EXERCISE REQUIREMENTS: Every record is to be printed exactly as written; pictures are to be omitted.

++++++++++

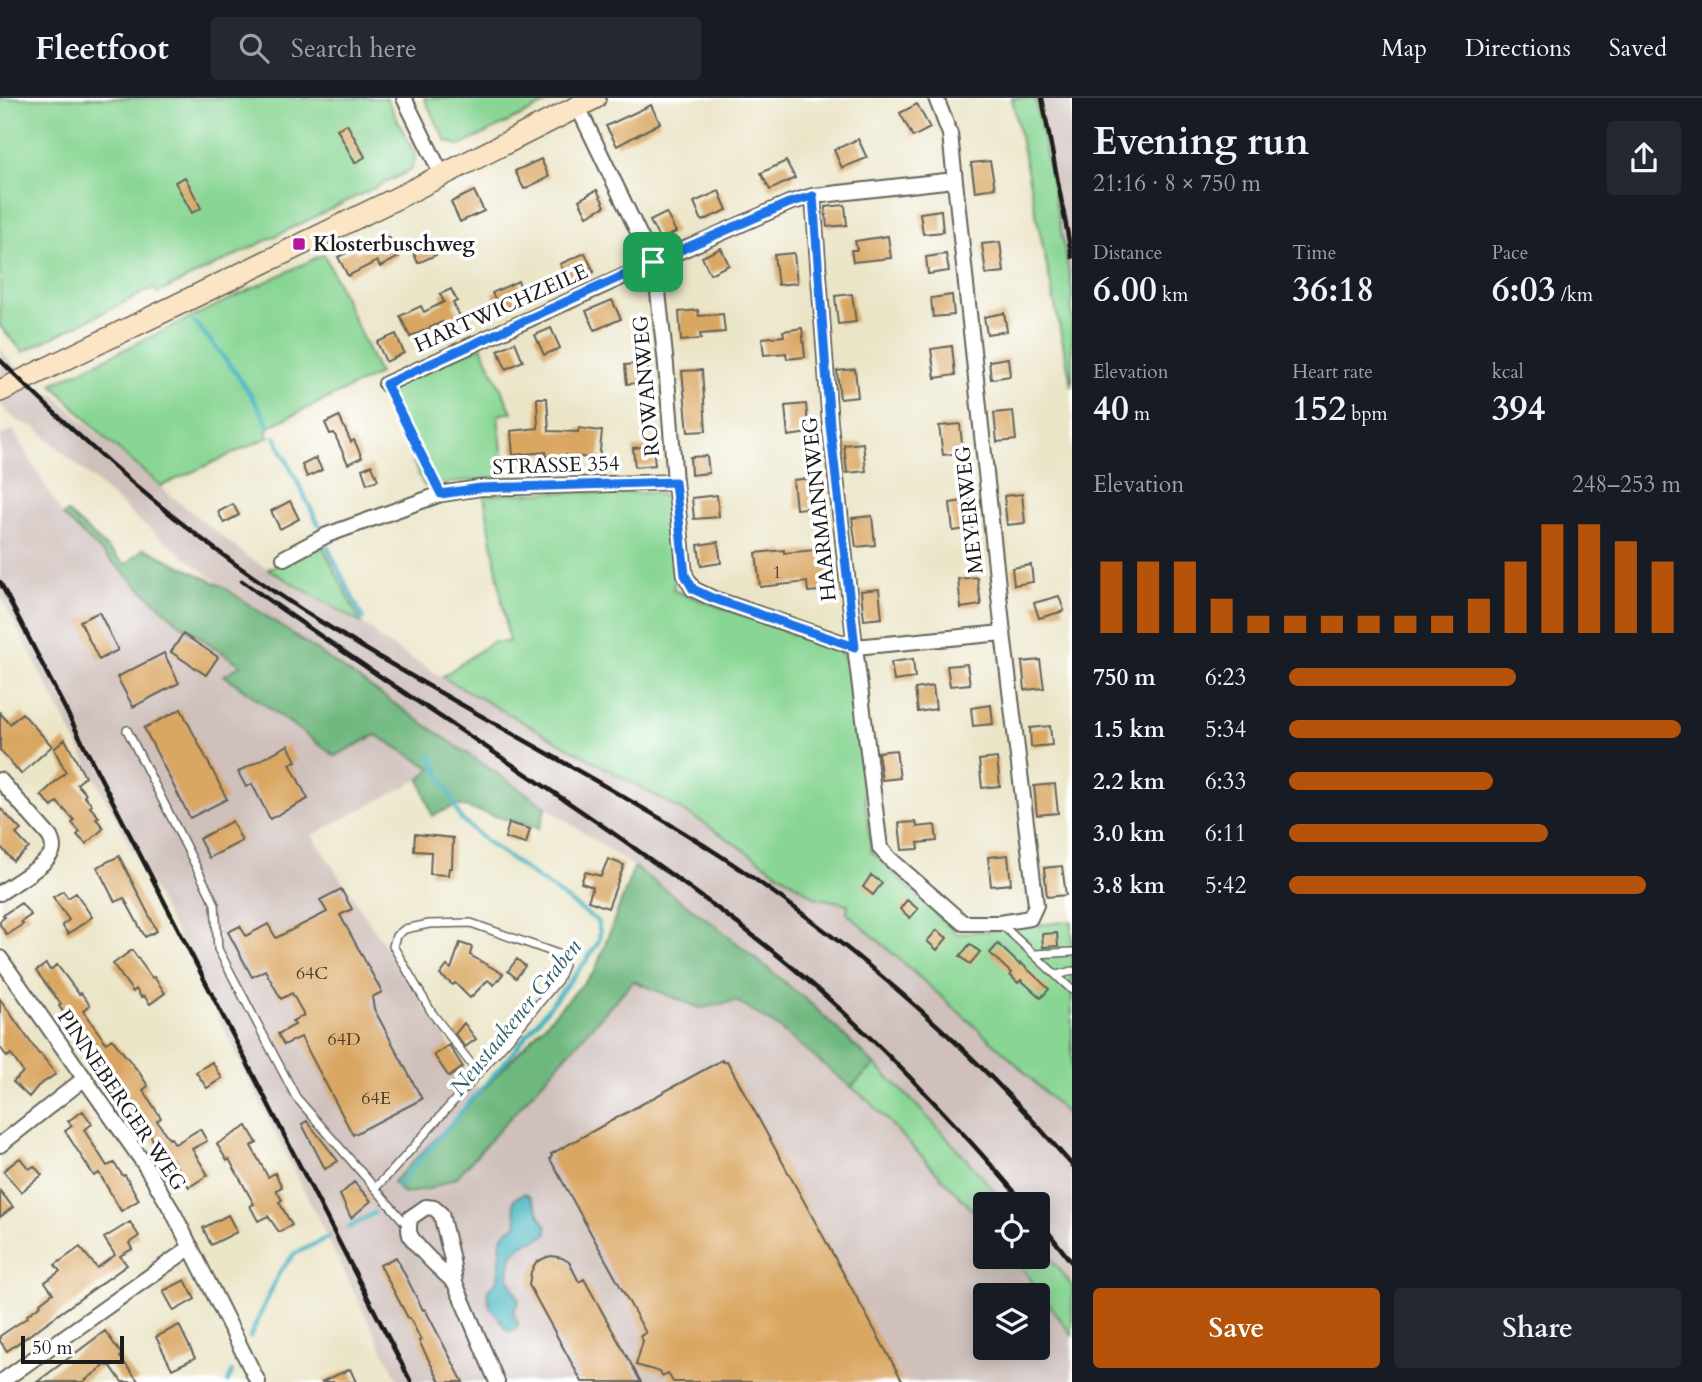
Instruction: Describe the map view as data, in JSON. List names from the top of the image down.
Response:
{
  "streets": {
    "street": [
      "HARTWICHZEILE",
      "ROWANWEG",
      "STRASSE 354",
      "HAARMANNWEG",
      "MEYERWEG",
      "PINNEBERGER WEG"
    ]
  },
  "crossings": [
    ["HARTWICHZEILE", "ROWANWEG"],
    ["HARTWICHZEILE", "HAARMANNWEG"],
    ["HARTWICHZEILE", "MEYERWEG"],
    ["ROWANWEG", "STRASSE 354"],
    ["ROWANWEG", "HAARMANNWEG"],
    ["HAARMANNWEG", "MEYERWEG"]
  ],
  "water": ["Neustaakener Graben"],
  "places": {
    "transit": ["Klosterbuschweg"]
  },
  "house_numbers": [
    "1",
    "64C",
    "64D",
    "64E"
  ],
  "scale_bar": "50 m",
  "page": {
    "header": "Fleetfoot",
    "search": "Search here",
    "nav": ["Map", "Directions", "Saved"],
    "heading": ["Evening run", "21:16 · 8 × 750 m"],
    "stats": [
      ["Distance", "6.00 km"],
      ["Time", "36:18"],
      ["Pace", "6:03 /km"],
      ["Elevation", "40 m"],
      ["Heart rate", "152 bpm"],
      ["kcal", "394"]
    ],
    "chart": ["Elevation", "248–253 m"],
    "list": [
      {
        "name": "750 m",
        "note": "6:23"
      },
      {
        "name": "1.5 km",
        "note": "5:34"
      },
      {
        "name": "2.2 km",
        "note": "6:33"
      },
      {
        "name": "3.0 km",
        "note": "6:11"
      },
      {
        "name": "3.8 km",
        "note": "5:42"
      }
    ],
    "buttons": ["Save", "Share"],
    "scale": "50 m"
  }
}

++++++++++

RESPONSE FOR THIS EXERCISE:
Instruction: Describe the map view as data, in JSON. List names from the top of the image down.
Response:
{
  "streets": {
    "street": [
      "HARTWICHZEILE",
      "ROWANWEG",
      "STRASSE 354",
      "HAARMANNWEG",
      "MEYERWEG",
      "PINNEBERGER WEG"
    ]
  },
  "crossings": [
    ["HARTWICHZEILE", "ROWANWEG"],
    ["HARTWICHZEILE", "HAARMANNWEG"],
    ["HARTWICHZEILE", "MEYERWEG"],
    ["ROWANWEG", "STRASSE 354"],
    ["ROWANWEG", "HAARMANNWEG"],
    ["HAARMANNWEG", "MEYERWEG"]
  ],
  "water": ["Neustaakener Graben"],
  "places": {
    "transit": ["Klosterbuschweg"]
  },
  "house_numbers": [
    "1",
    "64C",
    "64D",
    "64E"
  ],
  "scale_bar": "50 m",
  "page": {
    "header": "Fleetfoot",
    "search": "Search here",
    "nav": ["Map", "Directions", "Saved"],
    "heading": ["Evening run", "21:16 · 8 × 750 m"],
    "stats": [
      ["Distance", "6.00 km"],
      ["Time", "36:18"],
      ["Pace", "6:03 /km"],
      ["Elevation", "40 m"],
      ["Heart rate", "152 bpm"],
      ["kcal", "394"]
    ],
    "chart": ["Elevation", "248–253 m"],
    "list": [
      {
        "name": "750 m",
        "note": "6:23"
      },
      {
        "name": "1.5 km",
        "note": "5:34"
      },
      {
        "name": "2.2 km",
        "note": "6:33"
      },
      {
        "name": "3.0 km",
        "note": "6:11"
      },
      {
        "name": "3.8 km",
        "note": "5:42"
      }
    ],
    "buttons": ["Save", "Share"],
    "scale": "50 m"
  }
}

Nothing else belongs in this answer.